BACKGROUND: Primary clear cell carcinoma of the liver (PCCCL) is an infrequent variant of primary hepatocellular carcinoma (HCC), we retrospectively performed a large population-based cohort study to elucidate the relationships between demographic, carcinoma- and therapy-specific variables and overall survival (OS).
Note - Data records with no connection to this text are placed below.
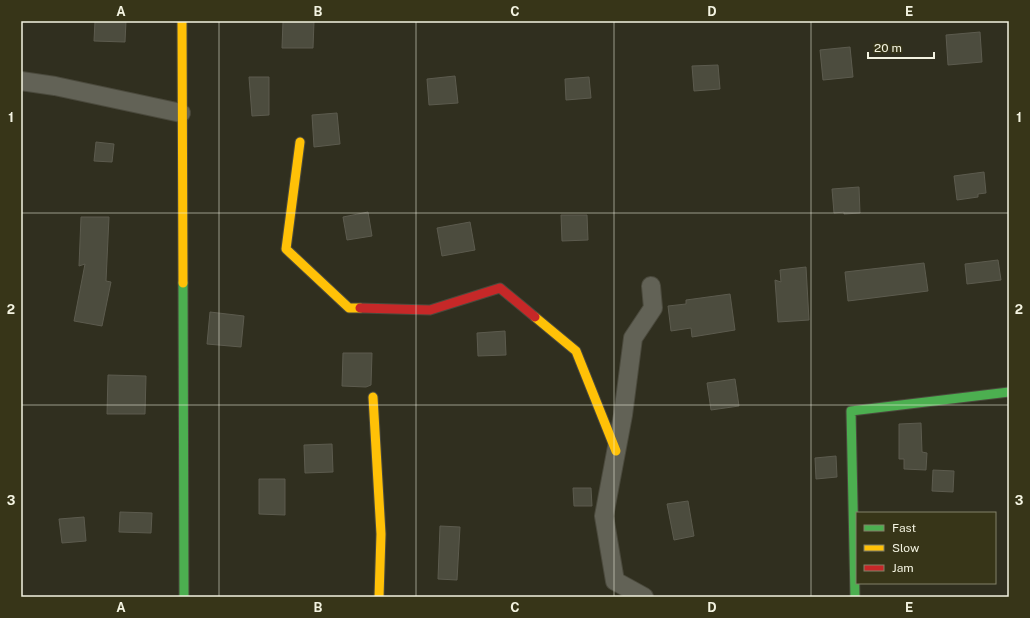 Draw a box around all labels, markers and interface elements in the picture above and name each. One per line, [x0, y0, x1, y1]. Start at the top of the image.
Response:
text: A [116, 4, 126, 19]
text: B [314, 4, 323, 19]
text: C [510, 4, 520, 19]
text: D [707, 4, 717, 19]
text: E [905, 4, 913, 19]
scale bar [868, 34, 934, 60]
text: 20 m [874, 41, 902, 55]
text: 1 [8, 110, 14, 125]
text: 1 [1016, 110, 1022, 125]
text: 2 [7, 302, 15, 317]
text: 2 [1015, 302, 1023, 317]
text: 3 [7, 493, 16, 508]
text: 3 [1015, 493, 1024, 508]
legend [856, 512, 996, 584]
text: Fast [892, 521, 917, 535]
text: Slow [892, 541, 920, 555]
text: Jam [892, 561, 914, 575]
text: A [116, 600, 126, 615]
text: B [314, 600, 323, 615]
text: C [510, 600, 520, 615]
text: D [707, 600, 717, 615]
text: E [905, 600, 913, 615] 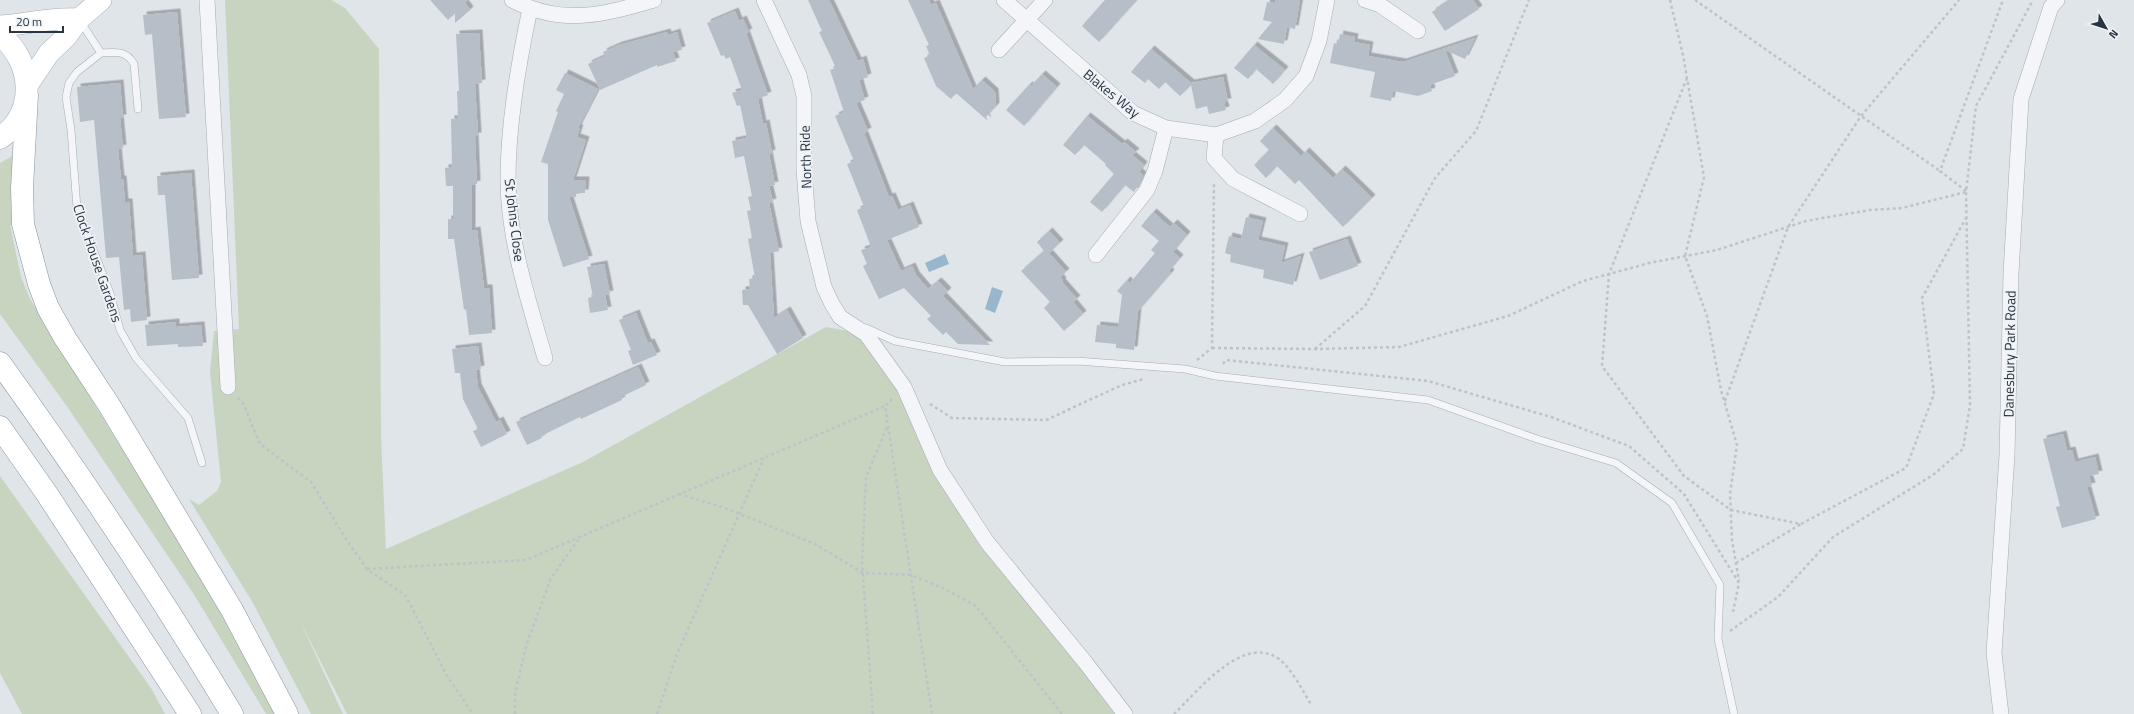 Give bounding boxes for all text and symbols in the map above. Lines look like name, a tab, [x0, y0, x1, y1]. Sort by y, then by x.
scale bar	[10, 8, 63, 34]
north arrow	[2086, 8, 2126, 48]
text: 20 m	[16, 12, 42, 31]
text: N	[2105, 26, 2122, 42]
street label: Blakes Way	[1079, 63, 1145, 123]
street label: North Ride	[793, 125, 817, 189]
street label: St Johns Close	[500, 177, 530, 263]
street label: Clock House Gardens	[68, 201, 128, 325]
street label: Danesbury Park Road	[1997, 290, 2021, 418] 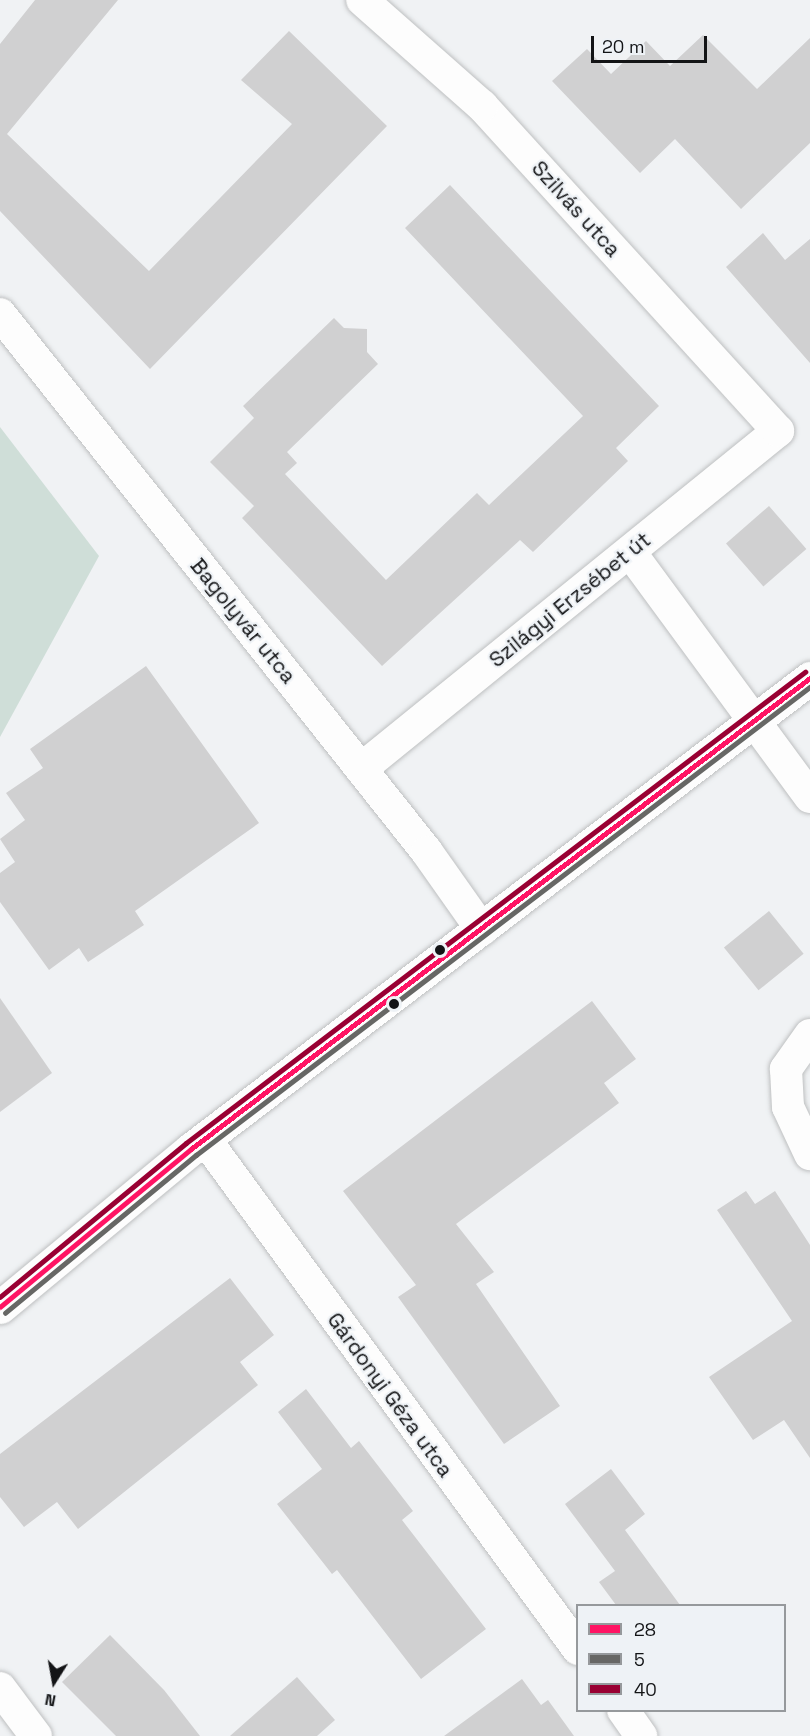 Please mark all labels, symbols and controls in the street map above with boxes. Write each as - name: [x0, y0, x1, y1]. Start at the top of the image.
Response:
- scale bar: [594, 24, 710, 62]
- text: 20 m: [602, 35, 645, 58]
- street label: Szilvás utca: [526, 156, 626, 262]
- street label: Szilágyi Erzsébet út: [484, 527, 656, 673]
- street label: Bagolyvár utca: [185, 554, 301, 688]
- unlabelled marker: [434, 944, 446, 956]
- unlabelled marker: [388, 998, 400, 1010]
- street label: Gárdonyi Géza utca: [322, 1308, 458, 1482]
- legend: [576, 1604, 786, 1712]
- text: 28: [634, 1618, 656, 1641]
- text: 5: [634, 1648, 645, 1671]
- north arrow: [24, 1652, 84, 1712]
- text: 40: [634, 1678, 657, 1701]
- text: N: [43, 1689, 58, 1711] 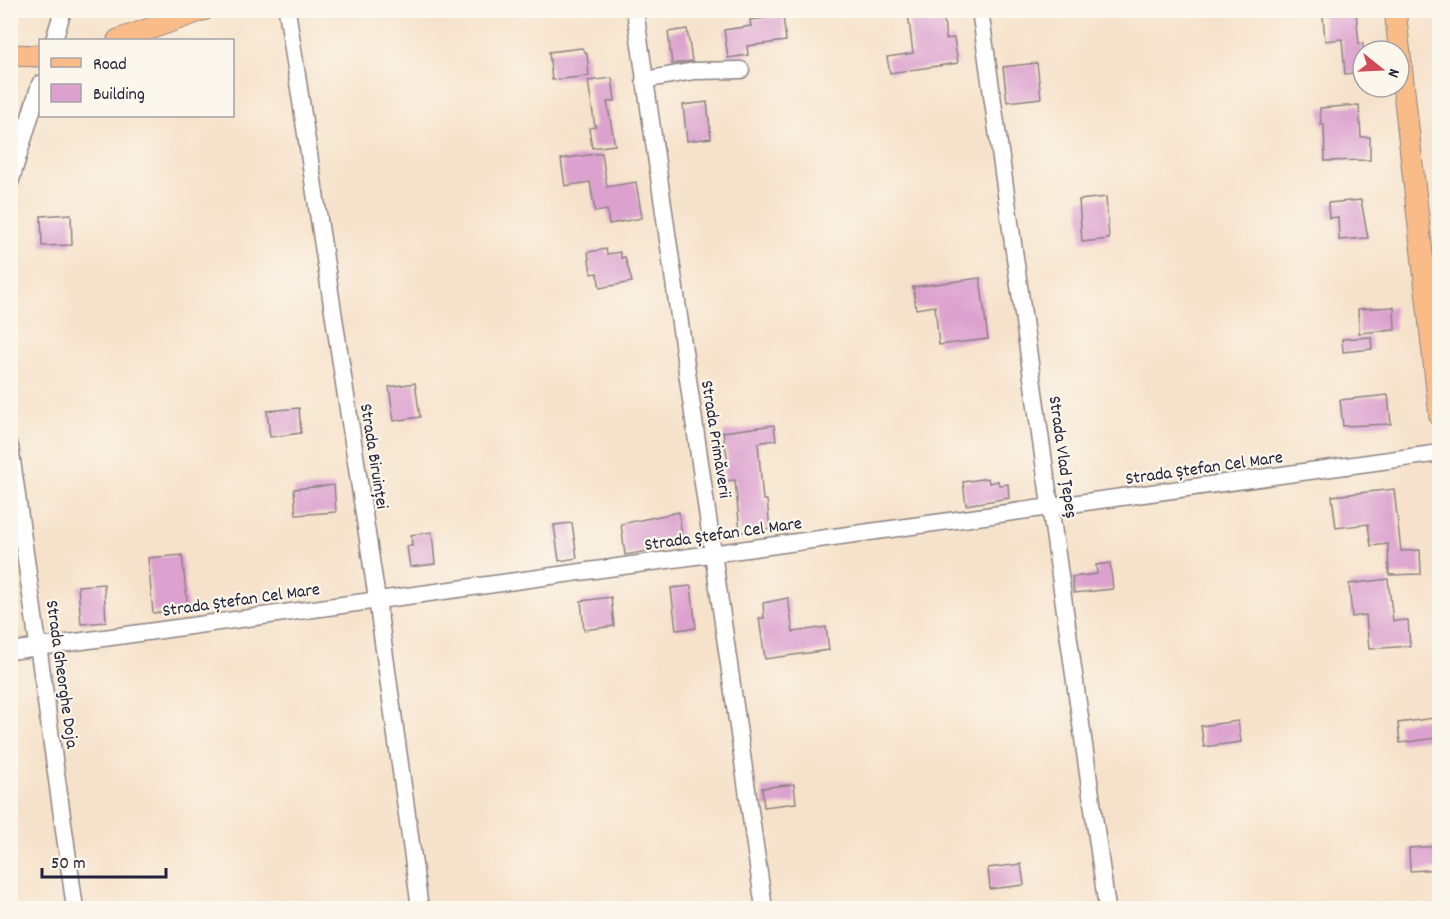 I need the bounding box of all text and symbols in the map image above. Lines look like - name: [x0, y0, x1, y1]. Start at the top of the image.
- legend: [39, 39, 234, 117]
- north arrow: [1351, 39, 1411, 99]
- text: Road: [93, 53, 127, 78]
- text: N: [1381, 66, 1405, 80]
- text: Building: [93, 83, 145, 108]
- street label: Strada Primăverii: [693, 379, 736, 500]
- street label: Strada Vlad Țepeș: [1041, 394, 1083, 520]
- street label: Strada Biruinței: [352, 402, 393, 511]
- street label: Strada Ștefan Cel Mare: [1124, 446, 1285, 493]
- street label: Strada Ștefan Cel Mare: [643, 512, 804, 559]
- street label: Strada Ștefan Cel Mare: [161, 578, 322, 625]
- street label: Strada Gheorghe Doja: [38, 599, 83, 751]
- scale bar: [42, 841, 166, 879]
- text: 50 m: [51, 852, 86, 877]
MATERIAL/METHODS: The Surveillance, Epidemiology and End Results (SEER) database was queried to extract data on 419 patients with pathologically confirmed PCCCL from 1988 to 2015. A nomogram with good accuracy was formulated to predict long-term survival of PCCCL patients. RESULTS: The OS for PCCCL patients was 25.6 months (95% confidence interval [CI]: 22.2–29 months), the overall 1-year, 3-year, and 5-year survival rates were 59.5%, 39.3%, and 29.9%, respectively. Log-rank analysis revealed that there was no statistically significant discrepancy in clinical outcome between PCCCL and common-type HCC after propensity-matched analysis. Multivariate Cox analysis confirmed that larger lesions (>96 mm), distant metastases and elevated alpha-fetoprotein (AFP) levels were independent prognostic factors for undesirable outcome. Conversely, surgery was an independent protective factor (hazard ratio [HR]=0.23, 95% CI 0.17–0.31), which significantly boosted OS by virtually 35 months (47.3 months versus 12.7 months, P<0.001). Radiotherapy or chemotherapy was not associated with OS for PCCCL patients (both P>0.05). The nomogram incorporated 4 independent prognostic factors and its concordance index for predicting survival was 0.761. CONCLUSIONS: The prognosis of PCCCL resembled that of common-type HCC. Larger lesions, distant metastases, and enhanced AFP levels were associated with unsatisfactory prognosis. Surgery fulfill favorable prognosis while radiotherapy or chemotherapy exerted no significant effects on survival.